S-478-119
Committee on Veterans' Affairs. Hearings held. Hearings printed: S.Hrg. 119-35.
Sponsored by John Kennedy (R-LA)
What it does
This bill would prohibit the Department of Veterans Affairs (VA) from sending a veteran's personal information to the Department of Justice for use in the National Instant Criminal Background Check System (NICS) solely because the VA has assigned a fiduciary — a third party to manage their benefits — on their behalf. Under current law, such a fiduciary assignment can trigger a NICS report that bars the veteran from purchasing firearms. This bill would require a judge, magistrate, or other judicial authority to first find that the veteran is a danger to themselves or others before any such report could be transmitted.
Who benefits
Veterans who have been assigned VA fiduciaries due to mental health conditions, traumatic brain injuries, or other service-related disabilities — estimated at roughly 170,000 individuals currently reported to NICS under this mechanism.

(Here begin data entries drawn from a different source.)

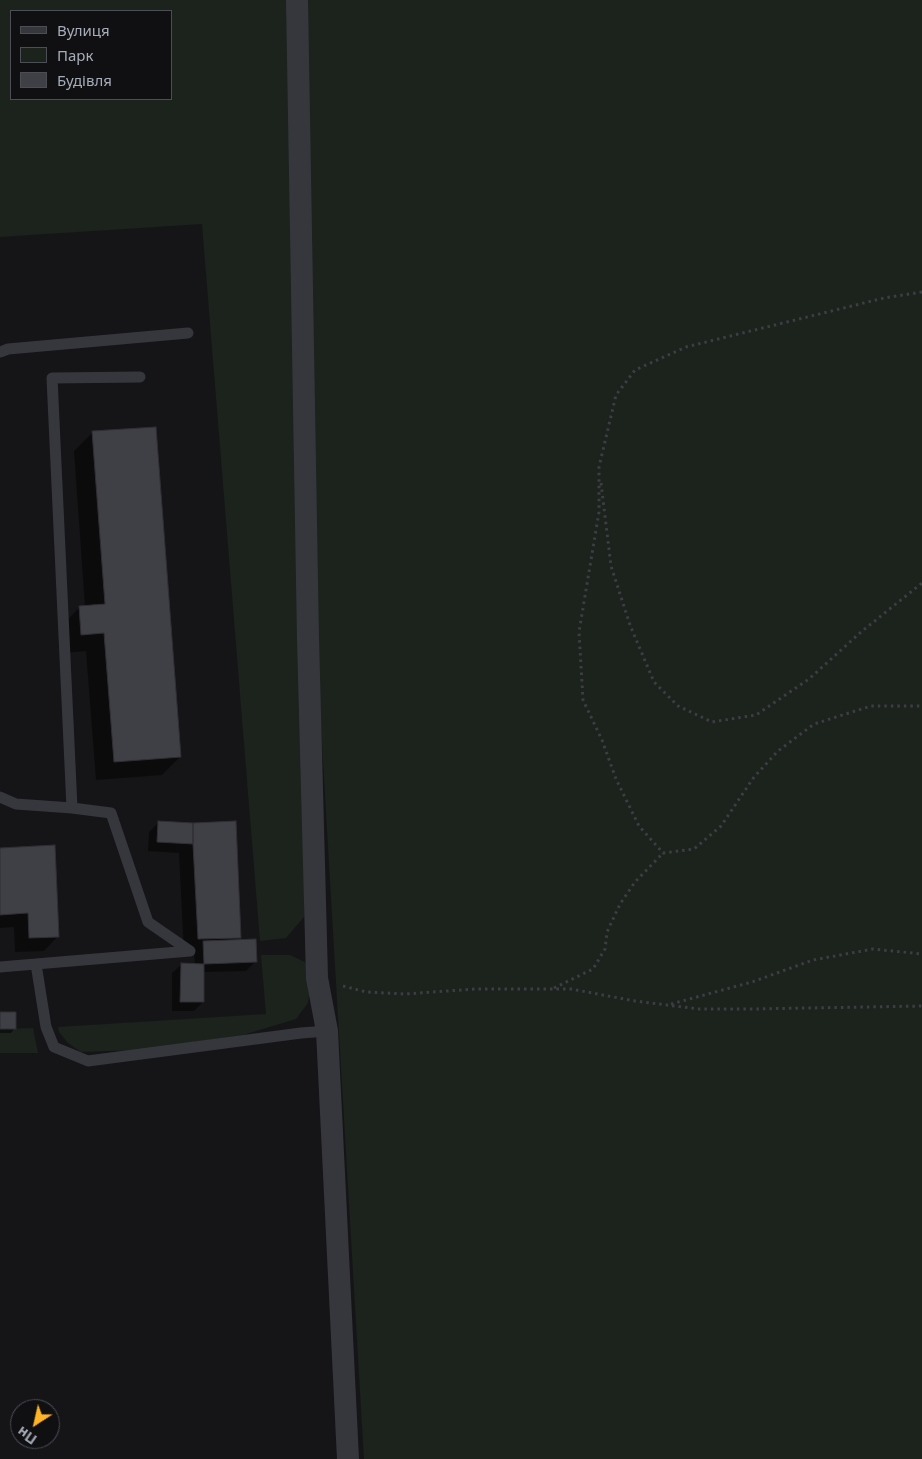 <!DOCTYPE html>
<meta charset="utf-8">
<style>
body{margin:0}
#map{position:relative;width:922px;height:1459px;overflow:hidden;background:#151518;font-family:"Noto Sans",sans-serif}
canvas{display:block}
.legend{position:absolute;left:10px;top:10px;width:162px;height:90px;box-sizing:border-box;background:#101013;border:1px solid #4c4e55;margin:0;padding:6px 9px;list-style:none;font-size:15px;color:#a6acb9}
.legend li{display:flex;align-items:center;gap:10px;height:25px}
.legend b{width:25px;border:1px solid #4c4e55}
.north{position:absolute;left:10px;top:1399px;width:50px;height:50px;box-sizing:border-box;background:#101013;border:1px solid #4c4e55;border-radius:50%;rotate:215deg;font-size:14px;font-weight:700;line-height:20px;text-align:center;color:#a6acb9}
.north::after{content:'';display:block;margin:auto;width:18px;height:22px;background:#ffb326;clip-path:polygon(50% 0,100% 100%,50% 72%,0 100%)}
</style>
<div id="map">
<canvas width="922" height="1459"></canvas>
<ul class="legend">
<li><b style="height:6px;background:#36373d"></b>Вулиця</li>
<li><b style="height:14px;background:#1b231c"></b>Парк</li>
<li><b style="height:14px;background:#3f4045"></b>Будівля</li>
</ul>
<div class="north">Пн</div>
</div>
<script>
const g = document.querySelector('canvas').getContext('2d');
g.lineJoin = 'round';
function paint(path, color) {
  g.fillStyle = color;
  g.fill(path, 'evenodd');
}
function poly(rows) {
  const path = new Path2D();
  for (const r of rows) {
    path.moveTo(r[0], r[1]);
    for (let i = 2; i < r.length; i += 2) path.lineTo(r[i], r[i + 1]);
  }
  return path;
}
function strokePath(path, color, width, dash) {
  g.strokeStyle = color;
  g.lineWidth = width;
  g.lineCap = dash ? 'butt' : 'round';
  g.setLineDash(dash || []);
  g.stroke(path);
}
paint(poly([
 [0,0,288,0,304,875,304,917,286,938,260,941,202,224,0,237],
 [11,11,171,11,171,99,11,99],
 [303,0,922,0,922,1459,364,1459,314,608],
 [261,955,290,955,313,966,308,1003,296,1019,243,1035,137,1050,81,1052,68,1043,59,1032,58,1027,266,1014],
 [33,1028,38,1053,0,1053,0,1029]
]), '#1b231c');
paint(poly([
 [92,433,180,757,162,775,96,780,86,651,63,653,61,626,80,607,85,607,74,451],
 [158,823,193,824,240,937,236,941,256,961,246,971,203,972,203,1002,194,1011,172,1011,172,973,182,964,195,965,194,952,184,953,179,853,148,851,149,832],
 [0,849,58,936,44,951,15,952,14,927,0,928],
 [0,1013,15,1028,11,1033,0,1033]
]), '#0007');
const building = poly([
 [156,427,181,757,114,762,104,633,81,635,79,606,105,604,92,431,156,427],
 [158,821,193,823,193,844,157,842,158,821],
 [236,821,241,938,198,939,193,844,193,823,236,821],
 [55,845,59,937,29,938,28,913,0,915,0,848,55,845],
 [256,939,257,962,204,964,203,941,256,939],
 [181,963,204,964,204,1002,180,1002,181,963],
 [0,1012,16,1012,16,1029,0,1029,0,1012]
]);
paint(building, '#3f4045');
strokePath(building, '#2f2f34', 1);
strokePath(poly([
 [922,292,884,298,686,347,635,370,616,395,599,467,599,512,579,632,583,700,602,740,616,779,639,826,663,853,694,849,721,826,754,777,778,751,814,724,871,706,922,706],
 [601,483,611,566,630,625,654,682,678,706,712,722,756,715,809,679,861,632,922,583],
 [343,986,366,992,405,994,475,989,571,989,635,1001,699,1009,752,1009,922,1006],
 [554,988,593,969,605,949,607,932,620,904,635,882,663,853],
 [671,1004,752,982,813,960,873,949,922,954]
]), '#3c3e44', 3, [2.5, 4]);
strokePath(poly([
 [0,352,8,349,188,333],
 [140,377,52,378,72,808,111,813,148,922,190,951],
 [0,797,16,804,72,808],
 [36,964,46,1027,54,1047,88,1061,301,1033,327,1031],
 [0,967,190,951]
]), '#36373d', 11);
strokePath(poly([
 [297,0,308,638,317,978,327,1031,348,1459]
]), '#36373d', 22);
</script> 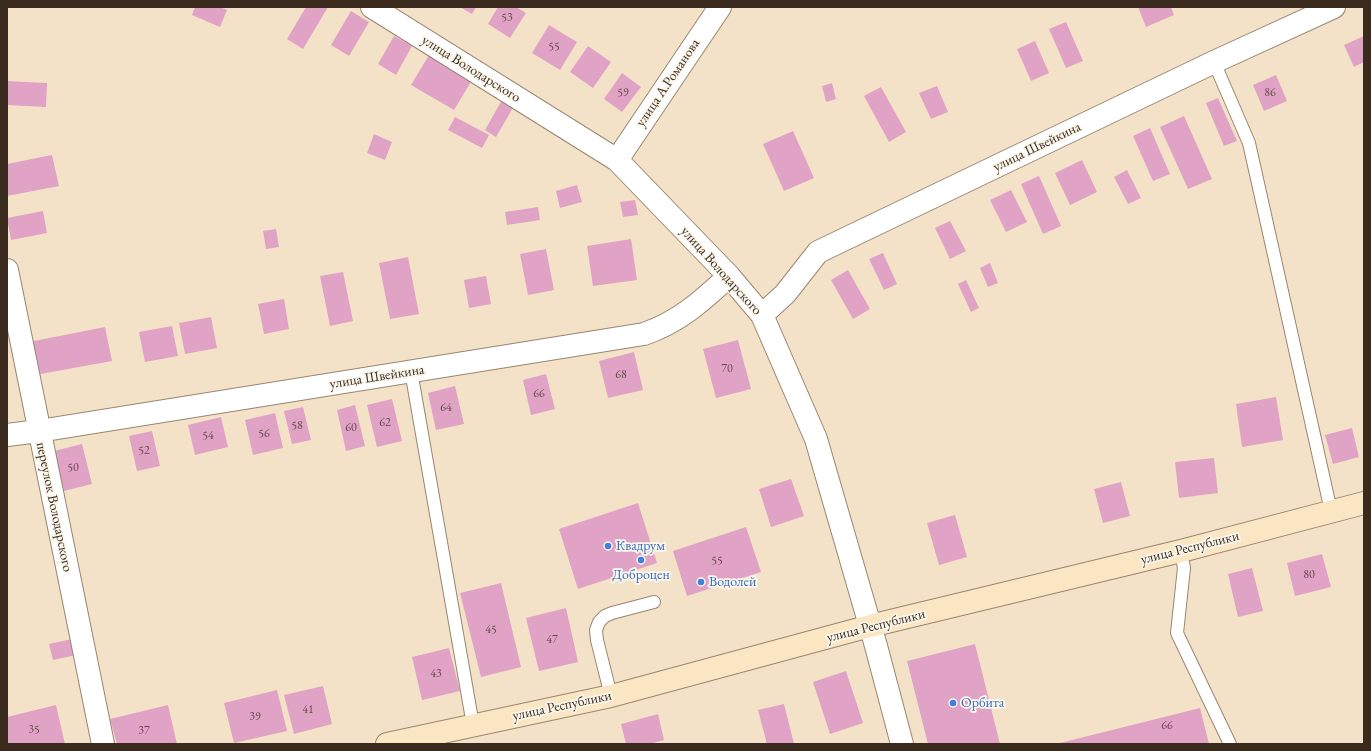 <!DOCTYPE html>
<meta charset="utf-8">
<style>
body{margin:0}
#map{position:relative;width:1371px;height:751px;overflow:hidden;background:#f4e2c8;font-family:"EB Garamond",serif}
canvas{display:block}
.frame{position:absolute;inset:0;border:8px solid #3b2a1e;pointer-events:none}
</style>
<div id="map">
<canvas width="1371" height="751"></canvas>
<div class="frame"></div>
</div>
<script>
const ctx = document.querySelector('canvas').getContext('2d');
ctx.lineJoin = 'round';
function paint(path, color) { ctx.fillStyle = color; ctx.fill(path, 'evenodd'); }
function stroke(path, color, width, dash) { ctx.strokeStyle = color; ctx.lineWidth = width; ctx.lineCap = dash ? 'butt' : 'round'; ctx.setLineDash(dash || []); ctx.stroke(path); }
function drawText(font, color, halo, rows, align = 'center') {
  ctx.font = font + ' "EB Garamond",serif'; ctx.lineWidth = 3.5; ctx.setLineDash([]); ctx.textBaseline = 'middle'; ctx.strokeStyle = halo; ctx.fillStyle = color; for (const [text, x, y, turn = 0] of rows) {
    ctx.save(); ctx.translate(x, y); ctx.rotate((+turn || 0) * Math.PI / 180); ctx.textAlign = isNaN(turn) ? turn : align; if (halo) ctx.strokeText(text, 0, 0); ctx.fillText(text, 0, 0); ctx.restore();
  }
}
paint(new Path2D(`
 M 195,7 L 220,7 L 227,10 L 220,27 L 192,15 Z
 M 306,7 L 328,7 L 303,49 L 287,39 Z
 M 460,7 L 476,7 L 472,14 Z
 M 498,7 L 516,7 L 526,13 L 510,38 L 488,24 Z
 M 1138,7 L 1171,7 L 1174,15 L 1146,27 Z
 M 351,11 L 369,22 L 349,56 L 331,45 Z
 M 1066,22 L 1083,61 L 1066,68 L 1049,29 Z
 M 549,25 L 577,42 L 560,70 L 532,53 Z
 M 394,36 L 412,46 L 396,75 L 378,64 Z
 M 1364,36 L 1364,62 L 1354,67 L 1344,45 Z
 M 1035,41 L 1049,73 L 1031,81 L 1017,49 Z
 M 588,46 L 611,62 L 593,88 L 570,72 Z
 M 429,55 L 472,80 L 454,110 L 411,85 Z
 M 622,73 L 641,87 L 622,112 L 604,99 Z
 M 1276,75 L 1287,101 L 1264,111 L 1253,85 Z
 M 7,81 L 47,83 L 46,107 L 7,105 Z
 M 832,83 L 836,99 L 826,102 L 822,86 Z
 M 937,86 L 948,112 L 931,119 L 919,93 Z
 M 881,87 L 906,132 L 889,142 L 864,96 Z
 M 1218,98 L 1237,141 L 1224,146 L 1206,103 Z
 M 502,100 L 514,106 L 496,137 L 485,130 Z
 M 1184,116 L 1212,179 L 1188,189 L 1160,127 Z
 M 455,117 L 489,135 L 482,148 L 448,130 Z
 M 1150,128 L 1170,174 L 1153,181 L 1133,136 Z
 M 793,131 L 814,178 L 784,191 L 763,144 Z
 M 374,134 L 392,142 L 385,160 L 367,153 Z
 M 52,155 L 59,186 L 7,196 L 7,164 Z
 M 1082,160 L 1097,192 L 1070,205 L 1055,173 Z
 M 1127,170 L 1141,198 L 1128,204 L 1114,177 Z
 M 1039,176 L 1061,226 L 1043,234 L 1021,184 Z
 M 577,185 L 582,202 L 560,208 L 556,191 Z
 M 1011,190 L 1027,222 L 1006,232 L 990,200 Z
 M 635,200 L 638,215 L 623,217 L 620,202 Z
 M 538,207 L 540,220 L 507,225 L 505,212 Z
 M 43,211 L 47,233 L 11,240 L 7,218 Z
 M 950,221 L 966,251 L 950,259 L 935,228 Z
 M 276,229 L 279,247 L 266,249 L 263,231 Z
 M 631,239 L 637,280 L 593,286 L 587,246 Z
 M 546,249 L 554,290 L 528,295 L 520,254 Z
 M 883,253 L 897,284 L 884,290 L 869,259 Z
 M 408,257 L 419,314 L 390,319 L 379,263 Z
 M 990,263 L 998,283 L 988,287 L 980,268 Z
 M 848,270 L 870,309 L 853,319 L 831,280 Z
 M 343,272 L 353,321 L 330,326 L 320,276 Z
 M 486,276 L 491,304 L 469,308 L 464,280 Z
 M 966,280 L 979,308 L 971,312 L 958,284 Z
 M 284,299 L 289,329 L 264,334 L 258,304 Z
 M 211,317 L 217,348 L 185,354 L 179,323 Z
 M 172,326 L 178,356 L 145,362 L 139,332 Z
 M 105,327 L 112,361 L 35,375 L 29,342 Z
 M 738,340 L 751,389 L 716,398 L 703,349 Z
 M 634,352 L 643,390 L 608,398 L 599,361 Z
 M 546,374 L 555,409 L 531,415 L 523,380 Z
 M 455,386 L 464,424 L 436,430 L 428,393 Z
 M 1276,397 L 1283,440 L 1242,447 L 1236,404 Z
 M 392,399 L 402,441 L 377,447 L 367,405 Z
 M 355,405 L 365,446 L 346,451 L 337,410 Z
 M 303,407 L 311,440 L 292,444 L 284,411 Z
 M 275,413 L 283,448 L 253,455 L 245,420 Z
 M 221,417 L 228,447 L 195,455 L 188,425 Z
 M 1352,428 L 1359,457 L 1333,464 L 1325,435 Z
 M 152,431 L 160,466 L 137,471 L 129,436 Z
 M 82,444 L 92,484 L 64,491 L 54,451 Z
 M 1214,458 L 1218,493 L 1179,498 L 1175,462 Z
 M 791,479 L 804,516 L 771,527 L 759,489 Z
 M 1121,482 L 1130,516 L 1103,523 L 1094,489 Z
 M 638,503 L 657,563 L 578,589 L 559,529 Z
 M 955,515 L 967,557 L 939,565 L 927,523 Z
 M 746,527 L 761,572 L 687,596 L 673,551 Z
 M 1322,554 L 1331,587 L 1295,596 L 1287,563 Z
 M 1252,568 L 1263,611 L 1238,617 L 1228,574 Z
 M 501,583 L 521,667 L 481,677 L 460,593 Z
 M 566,608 L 578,662 L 539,671 L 526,618 Z
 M 72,639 L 76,655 L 53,660 L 49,644 Z
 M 975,644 L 1000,744 L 928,744 L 907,661 Z
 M 449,648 L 460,691 L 422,700 L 412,657 Z
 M 846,671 L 863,723 L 830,734 L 813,682 Z
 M 323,686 L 332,724 L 294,734 L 284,695 Z
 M 277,690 L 287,731 L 234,743 L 224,703 Z
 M 784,704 L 794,744 L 767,744 L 758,710 Z
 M 56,705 L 65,744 L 7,744 L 7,717 Z
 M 168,705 L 177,744 L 117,744 L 110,719 Z
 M 1200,708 L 1209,744 L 1060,744 L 1060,743 Z
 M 658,714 L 664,740 L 649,744 L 626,744 L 621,724 Z`), '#e0a3c5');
const lane = new Path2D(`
 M 1214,62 L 1249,143 L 1331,511
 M 411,371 L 473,725
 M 1181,551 L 1184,568 L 1177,633 L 1230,744
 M 611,696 L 597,640 L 596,630 L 599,622 L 605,616 L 612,613 L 654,602`);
const street = new Path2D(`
 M 372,7 L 617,160 L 729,276 L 762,315 L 816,439 L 876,646 L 902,744
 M 617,160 L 720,7
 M 7,270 L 103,744
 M 762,315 L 785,294 L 818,252 L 1214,62 L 1334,7
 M 7,435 L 39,431 L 644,334 C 679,322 702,301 729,276`);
const secondary = new Path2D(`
 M 387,744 L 611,696 L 870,626 L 1181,551 L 1364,503`);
stroke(lane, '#988673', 14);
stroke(street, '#988673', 24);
stroke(secondary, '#988673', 24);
stroke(lane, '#fff', 12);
stroke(street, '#fff', 22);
stroke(secondary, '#fbe6c4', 22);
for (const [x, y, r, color] of [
 [608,546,4,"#3f7fe0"],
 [641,560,4,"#3f7fe0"],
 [701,582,4,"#3f7fe0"],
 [953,703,4,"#3f7fe0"]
]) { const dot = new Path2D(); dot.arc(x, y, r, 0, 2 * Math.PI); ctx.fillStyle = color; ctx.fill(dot); stroke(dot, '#fbf7ec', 1.5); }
drawText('12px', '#644848', null, [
 ["53",507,18],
 ["55",554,47],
 ["59",623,93],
 ["86",1270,93],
 ["70",727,369],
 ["68",621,375],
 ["66",539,394],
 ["64",446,408],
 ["62",385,423],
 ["58",297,426],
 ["60",351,428],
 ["56",264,434],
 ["54",208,436],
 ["52",144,451],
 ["50",73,468],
 ["55",717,561],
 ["80",1309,575],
 ["45",491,630],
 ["47",552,640],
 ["43",436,674],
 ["41",308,710],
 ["39",255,717],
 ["66",1167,726],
 ["35",34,730],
 ["37",144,731]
]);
drawText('14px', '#3b2a1e', '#fbf7ec', [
 ["улица Володарского",471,69,32],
 ["улица А.Романова",668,83,-56],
 ["улица Швейкина",1037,147,-26],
 ["улица Володарского",721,271,48],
 ["улица Швейкина",377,377,-9],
 ["переулок Володарского",54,507,78],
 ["улица Республики",1190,548,-14],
 ["улица Республики",876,626,-14],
 ["улица Республики",562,706,-12]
]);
drawText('14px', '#366cbe', '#fbf7ec', [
 ["Квадрум",616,546],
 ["Доброцен",641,575,"center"],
 ["Водолей",709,582],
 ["Орбита",961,703]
], 'left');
</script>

Veterans who were reported in the past and seek to have their firearm rights restored. Veterans' advocacy organizations that have argued the current system conflates financial incapacity with dangerousness. Firearms retailers who may see a modest increase in eligible buyers among the veteran population.
Who is hurt
Family members or caregivers of veterans with serious mental health conditions who may have concerns about firearm access. Domestic violence prevention advocates who argue that removing automatic reporting weakens a safeguard. Law enforcement agencies that rely on NICS data for background checks. Gun violence prevention organizations that view the current reporting mechanism as an important safety tool. Courts and judicial systems that would bear the administrative burden of conducting individual dangerousness hearings for each affected veteran.
Supporters argue
Supporters argue that the current system strips veterans of a constitutional right based solely on a financial management determination — not any finding of violence or danger — and that this conflation is both legally flawed and deeply unfair to those who served. They contend that approximately 170,000 veterans have been reported to NICS without any individualized judicial review, and that the VA's own fiduciary process was designed to protect financial assets, not assess public safety risk. They further argue that requiring a judicial finding of dangerousness before reporting aligns the VA process with the due process protections the Supreme Court recognized in Hamdi v. Rumsfeld (2004), ensuring veterans receive meaningful review before losing a constitutional right.
Opponents argue
Opponents argue that removing automatic NICS reporting for veterans with fiduciaries would create a gap in the background check system for a population that, by definition, has been determined to need assistance managing their own affairs — a finding that may correlate with elevated risk. They contend that requiring a separate judicial dangerousness hearing for each of the roughly 170,000 affected veterans would impose significant costs on courts and could leave many cases unreviewed in practice, effectively restoring firearm access by default. They further argue that the bill prioritizes gun access over the safety of veterans themselves, their families, and the public, and that existing VA and NICS appeal processes already provide a path for veterans to contest their reported status.
Constitutional context
The Second Amendment is directly implicated, as the bill addresses the conditions under which veterans may be barred from purchasing firearms. Under New York State Rifle & Pistol Ass'n v. Bruen (2022), firearms regulations must be grounded in the historical tradition of firearms regulation, and the constitutionality of mental-health-based disqualifications without individualized judicial review is an area of active litigation. The Fifth Amendment's Due Process Clause is also relevant, as the current automatic reporting mechanism removes a constitutional right without a prior hearing or judicial finding.
Checks and balances
The bill shifts authority away from the executive branch (VA and DOJ) and toward the judicial branch, requiring a court order before the VA can transmit information to NICS; the check on this new requirement is that courts retain discretion to make dangerousness findings, and Congress retains authority to modify the standard in the future.
Historical precedent
A nearly identical bill, the Veterans 2nd Amendment Protection Act, passed the House multiple times in prior Congresses (e.g., 115th Congress) but did not advance to enactment, indicating sustained but unresolved legislative debate on this specific mechanism.